Gegen das Urteil des Finanzgerichts legte der Kläger Revision beim Bundesfinanzhof (BFH) ein und machte die Verletzung materiellen Rechts geltend. Als Basis für einen fiktiven Veräußerungspreis könne nicht der Nennwert, sondern lediglich der gemeine Wert der Forderung herangezogen werden. Aufgrund der Vermögenslosigkeit des Klägers sei die Forderung somit wertlos und ein Veräußerungspreis nicht anzusetzen. Die Einkünfte aus Kapitalvermögen im Sinne des § 20 Abs. 1 Nr. 1 Satz 2 EStG seien in den Jahren 2001 und 2002 zu berücksichtigen, da bereits zu diesem Zeitpunkt aufgrund der Vermögenslosigkeit des Klägers mit einem Ausfall der Forderungen zu rechnen gewesen sei. Demensprechend seien sämtliche Vorteilszuwendungen bereits zum Zeitpunkt der Auflösung verwirkt. Vielmehr sei ihm mangels Rückzahlung des von ihm eingezahlten Nennkapitals ein Veräußerungsverlust in selbiger Höhe zuzurechnen.

Der BFH sah die Revision des Klägers als begründet an. Er hob das Urteil auf und verwies die Angelegenheit zur anderweitigen Verhandlung und Entscheidung zurück an das Finanzgericht.

Das Finanzgericht habe zu Unrecht angenommen, eine unterbliebene Einziehung einer Forderung führe zu einem Auflösungsgewinn im Sinne des § 17 Abs. 4 EStG. Zu den Einkünften aus Gewerbebetrieb nach § 17 EStG gehört auch der Gewinn aus der Auflösung von Kapitalgesellschaften, der sich anhand der gemeinen Werte des zurückgezahlten Vermögens abzüglich Anschaffungskosten ermittelt. In der Befreiung des Gesellschafters von einer gegenüber der Gesellschaft bestehenden Verbindlichkeit könne zwar auch die Rückzahlung von Vermögen gesehen werden, allerdings sei hierfür auch die zivilrechtliche Befreiung von der Rückzahlung der Verbindlichkeit notwendig. Bei zivilrechtlichem Fortbestehen der Forderung sei hingegen keine Zuwendung von Vermögen gegeben.

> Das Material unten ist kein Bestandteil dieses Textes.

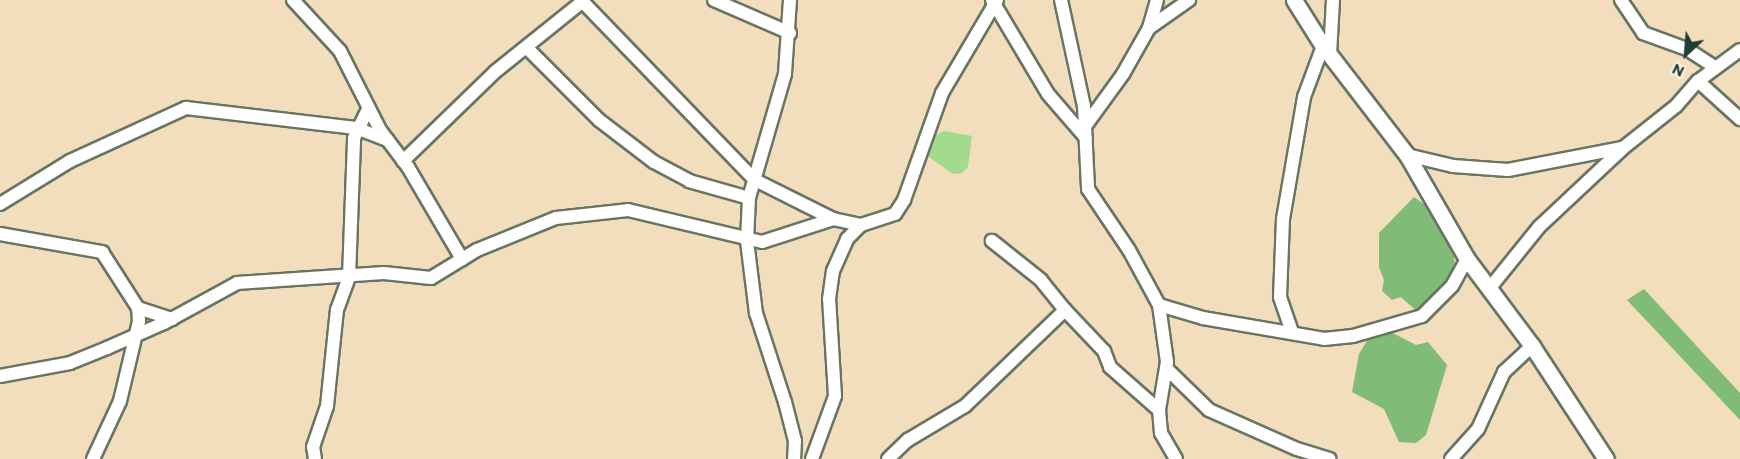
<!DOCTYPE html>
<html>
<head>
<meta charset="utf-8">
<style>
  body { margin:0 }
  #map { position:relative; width:1740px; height:459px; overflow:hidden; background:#f2ddbd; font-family:Itim,sans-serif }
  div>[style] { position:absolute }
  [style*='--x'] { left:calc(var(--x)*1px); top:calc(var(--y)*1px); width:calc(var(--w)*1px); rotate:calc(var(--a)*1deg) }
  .green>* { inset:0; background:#a2db8d }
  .forest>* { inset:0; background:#81bb78 }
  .roads { filter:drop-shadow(2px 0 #697564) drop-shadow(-2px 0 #697564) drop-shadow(0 2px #697564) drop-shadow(0 -2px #697564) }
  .minor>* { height:12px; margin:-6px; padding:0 6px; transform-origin:6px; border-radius:6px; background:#fff }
  .tertiary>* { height:15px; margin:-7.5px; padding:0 7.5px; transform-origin:7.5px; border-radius:7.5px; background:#fff }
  span { translate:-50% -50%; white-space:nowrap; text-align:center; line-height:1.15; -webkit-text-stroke:5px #fcf5e5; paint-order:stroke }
  .north { position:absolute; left:1656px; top:24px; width:60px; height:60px; -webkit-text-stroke:4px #fcf5e5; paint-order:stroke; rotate:206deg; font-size:16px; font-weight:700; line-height:24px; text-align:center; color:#1f3d34 }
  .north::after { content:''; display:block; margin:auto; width:21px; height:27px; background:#1f3d34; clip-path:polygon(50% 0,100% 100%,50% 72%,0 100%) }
</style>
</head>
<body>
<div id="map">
  <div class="green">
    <i style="clip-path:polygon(944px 131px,972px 136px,968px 167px,962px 173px,953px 174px,922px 152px,927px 139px)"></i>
  </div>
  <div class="forest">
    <i style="clip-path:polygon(1414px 197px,1424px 204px,1454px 256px,1455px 267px,1446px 289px,1422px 316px,1401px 297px,1392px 300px,1382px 291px,1384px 280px,1379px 267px,1379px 233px)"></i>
    <i style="clip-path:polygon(1644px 289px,1740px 393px,1740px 420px,1627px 300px)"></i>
    <i style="clip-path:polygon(1385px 329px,1416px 345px,1428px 342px,1447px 365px,1426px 435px,1416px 443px,1399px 442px,1384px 409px,1352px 392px,1359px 354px,1368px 339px)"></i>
  </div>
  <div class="roads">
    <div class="minor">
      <i style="--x:293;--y:0;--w:69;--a:47.3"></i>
      <i style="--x:340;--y:51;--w:89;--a:63.1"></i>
      <i style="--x:380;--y:130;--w:46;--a:52.9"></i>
      <i style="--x:408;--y:167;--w:107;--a:59.6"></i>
      <i style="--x:581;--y:0;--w:250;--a:46"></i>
      <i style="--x:755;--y:180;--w:87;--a:26.6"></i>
      <i style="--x:714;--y:0;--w:83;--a:23.5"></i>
      <i style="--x:790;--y:0;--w:74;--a:93.9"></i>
      <i style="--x:785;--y:74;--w:129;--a:106.2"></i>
      <i style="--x:749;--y:198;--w:43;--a:92.7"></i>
      <i style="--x:747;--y:241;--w:73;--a:82.9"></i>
      <i style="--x:756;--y:313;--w:94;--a:72"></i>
      <i style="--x:785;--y:402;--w:40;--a:75.6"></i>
      <i style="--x:795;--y:441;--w:18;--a:93"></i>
      <i style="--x:992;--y:0;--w:109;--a:59.2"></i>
      <i style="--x:1048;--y:94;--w:58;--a:49.2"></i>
      <i style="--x:1061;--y:0;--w:108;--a:77.8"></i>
      <i style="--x:1084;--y:106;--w:83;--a:87.2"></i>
      <i style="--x:1088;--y:189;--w:73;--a:56.1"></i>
      <i style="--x:1129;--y:250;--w:63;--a:61.4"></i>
      <i style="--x:1159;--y:305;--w:58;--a:82"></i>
      <i style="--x:1167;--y:362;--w:49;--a:99.5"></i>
      <i style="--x:1159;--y:410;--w:23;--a:85"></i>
      <i style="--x:1161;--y:433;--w:30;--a:60"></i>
      <i style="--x:1621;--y:0;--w:40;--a:56"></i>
      <i style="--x:1643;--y:33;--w:47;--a:20"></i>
      <i style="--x:1687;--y:49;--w:33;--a:33"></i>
      <i style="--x:1149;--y:28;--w:49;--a:-35"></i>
      <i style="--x:527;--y:48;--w:102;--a:45"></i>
      <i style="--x:599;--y:120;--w:69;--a:37.4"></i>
      <i style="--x:654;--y:162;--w:40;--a:28"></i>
      <i style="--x:689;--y:181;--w:62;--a:15.8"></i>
      <i style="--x:1330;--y:55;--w:55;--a:-86.9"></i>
      <i style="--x:1698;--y:81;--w:57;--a:42.1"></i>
      <i style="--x:1086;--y:125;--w:63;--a:-54"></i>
      <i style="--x:1123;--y:74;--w:53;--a:-60.5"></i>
      <i style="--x:1149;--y:28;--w:29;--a:-74"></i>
      <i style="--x:1407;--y:155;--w:47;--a:13.4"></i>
      <i style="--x:1453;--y:166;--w:55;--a:4.2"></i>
      <i style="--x:1508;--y:170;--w:115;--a:-11"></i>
      <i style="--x:403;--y:161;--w:129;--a:-44.1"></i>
      <i style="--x:496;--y:71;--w:112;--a:-38.8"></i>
      <i style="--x:0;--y:204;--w:82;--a:-31.6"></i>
      <i style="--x:70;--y:161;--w:128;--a:-24.6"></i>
      <i style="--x:186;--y:108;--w:171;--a:6.7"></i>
      <i style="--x:356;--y:128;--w:34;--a:21"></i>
      <i style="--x:0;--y:234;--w:104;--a:10"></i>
      <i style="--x:102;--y:252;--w:67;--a:57.3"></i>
      <i style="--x:138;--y:308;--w:36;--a:18"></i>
      <i style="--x:1489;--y:289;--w:80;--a:-51.1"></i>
      <i style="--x:1539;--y:227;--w:115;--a:-43.2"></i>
      <i style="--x:1623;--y:148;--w:68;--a:-38.4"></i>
      <i style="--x:1676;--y:106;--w:33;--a:-49"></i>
      <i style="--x:1698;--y:81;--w:52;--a:-36.4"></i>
      <i style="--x:1159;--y:305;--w:46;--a:16.5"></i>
      <i style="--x:1203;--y:318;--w:123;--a:9.8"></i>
      <i style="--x:1324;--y:339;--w:29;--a:-6"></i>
      <i style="--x:1353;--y:336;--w:72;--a:-16.2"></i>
      <i style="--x:1422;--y:316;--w:42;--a:-45"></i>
      <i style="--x:1452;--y:286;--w:31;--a:-61"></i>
      <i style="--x:1065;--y:310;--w:57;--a:46.4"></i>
      <i style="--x:1104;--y:351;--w:17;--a:69"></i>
      <i style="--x:1110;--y:367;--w:65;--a:41.3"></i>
      <i style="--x:1292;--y:332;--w:37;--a:-109"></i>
      <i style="--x:1280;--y:297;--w:78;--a:-87.8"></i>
      <i style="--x:1283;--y:219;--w:124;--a:-80.2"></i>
      <i style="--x:1304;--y:97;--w:54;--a:-69.6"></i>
      <i style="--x:1166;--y:368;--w:60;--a:44.3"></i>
      <i style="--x:1209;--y:410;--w:96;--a:23.9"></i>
      <i style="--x:1297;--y:449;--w:34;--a:17"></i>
      <i style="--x:0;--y:376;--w:71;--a:-10.5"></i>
      <i style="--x:70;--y:363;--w:40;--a:-22"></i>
      <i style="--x:107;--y:348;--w:62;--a:-23.7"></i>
      <i style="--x:164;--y:323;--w:83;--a:-28.7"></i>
      <i style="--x:237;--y:283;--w:147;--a:-3.9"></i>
      <i style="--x:384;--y:273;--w:47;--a:6.1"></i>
      <i style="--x:431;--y:278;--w:54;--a:-31.3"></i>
      <i style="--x:477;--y:250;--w:85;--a:-22.1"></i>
      <i style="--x:556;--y:218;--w:72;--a:-6.3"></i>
      <i style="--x:628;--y:210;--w:138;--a:13.4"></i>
      <i style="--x:762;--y:242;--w:75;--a:-17.9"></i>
      <i style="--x:833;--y:219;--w:29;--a:12"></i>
      <i style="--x:93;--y:459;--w:64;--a:-65"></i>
      <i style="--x:120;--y:401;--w:82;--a:-76.6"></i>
      <i style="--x:139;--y:321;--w:13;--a:-94"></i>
      <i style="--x:315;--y:459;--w:12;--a:-99"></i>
      <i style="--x:313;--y:447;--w:43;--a:-71.1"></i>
      <i style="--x:327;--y:406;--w:97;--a:-84.1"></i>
      <i style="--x:337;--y:310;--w:35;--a:-70"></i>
      <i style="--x:349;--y:277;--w:139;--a:-87.9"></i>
      <i style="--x:354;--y:138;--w:32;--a:-64"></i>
      <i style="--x:812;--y:459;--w:67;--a:-69.9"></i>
      <i style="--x:835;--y:396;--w:97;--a:-93.5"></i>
      <i style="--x:829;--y:299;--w:28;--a:-82"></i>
      <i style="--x:833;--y:271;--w:35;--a:-66"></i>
      <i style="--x:847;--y:239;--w:20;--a:-45"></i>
      <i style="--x:861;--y:225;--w:36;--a:-18"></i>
      <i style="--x:895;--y:214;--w:17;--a:-57"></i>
      <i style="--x:904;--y:200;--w:114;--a:-70.4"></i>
      <i style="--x:942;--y:93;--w:108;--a:-59.4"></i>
      <i style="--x:888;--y:459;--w:28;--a:-44"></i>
      <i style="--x:908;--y:440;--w:66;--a:-30.8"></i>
      <i style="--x:965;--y:406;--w:139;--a:-43.8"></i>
      <i style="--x:1065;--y:310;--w:38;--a:-129"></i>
      <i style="--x:1041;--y:280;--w:63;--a:-141.5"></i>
      <i style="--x:1451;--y:459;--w:40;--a:-48"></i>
      <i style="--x:1478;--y:429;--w:63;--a:-65.5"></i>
      <i style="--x:1504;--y:372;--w:38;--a:-43"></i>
    </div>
    <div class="tertiary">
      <i style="--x:1294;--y:0;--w:54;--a:57.8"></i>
      <i style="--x:1323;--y:46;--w:138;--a:52.4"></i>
      <i style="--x:1407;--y:155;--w:120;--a:60"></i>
      <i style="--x:1467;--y:259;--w:109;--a:53.2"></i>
      <i style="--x:1532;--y:346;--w:135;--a:56.8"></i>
    </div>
  </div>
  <div class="north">N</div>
</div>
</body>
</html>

Im vorliegenden Fall hat die Ablehnung auf Eröffnung des Insolvenzverfahrens zwar zur Auflösung der Gesellschaft geführt, allerding behalte die aufgelöste Gesellschaft ihre Rechts- und Parteifähigkeit. Auch führe die Auflösung und Löschung zivilrechtlich nicht zur Befreiung des Gesellschafters von der Erfüllung der Verbindlichkeit, so dass die Forderung materiell-rechtlich weiterhin bestehe. Eine Vermögenszuwendung habe demnach nicht stattgefunden.

Eine Befreiung von der Erfüllung der Verbindlichkeit durch Erlass, Aufrechnung oder Ähnliches sei von dem Finanzgericht ebenfalls nicht geprüft worden. Sofern eine solche Befreiung zu bejahen gewesen wäre, sei laut Auffassung des BFH zwar grundsätzlich der Nennwert für die Ermittlung des Veräußerungspreises heranzuziehen, allerdings gelte diese Bewertung nicht bei Forderungen, die wegen der Vermögenslosigkeit des Schuldners objektiv wertlos sind. Folglich sei ein Veräußerungsgewinn auch bei einer Befreiung von der Verbindlichkeit nicht anzusetzen. 

Bezüglich des Ansatzes von Einkünften aus Kapitalvermögen im Sinne des § 20 Abs. 1 Nr. 1 Satz 2 EStG könne der Senat auf Grundlage der Feststellungen des Finanzgerichtes keine abschließende Entscheidung treffen. Das Finanzgericht habe im zweiten Rechtsgang erneut zu prüfen, ob und in welcher Höhe dem Kläger im Streitjahr Einkünfte aus Kapitalvermögen in Form einer vGA zugeflossen sind.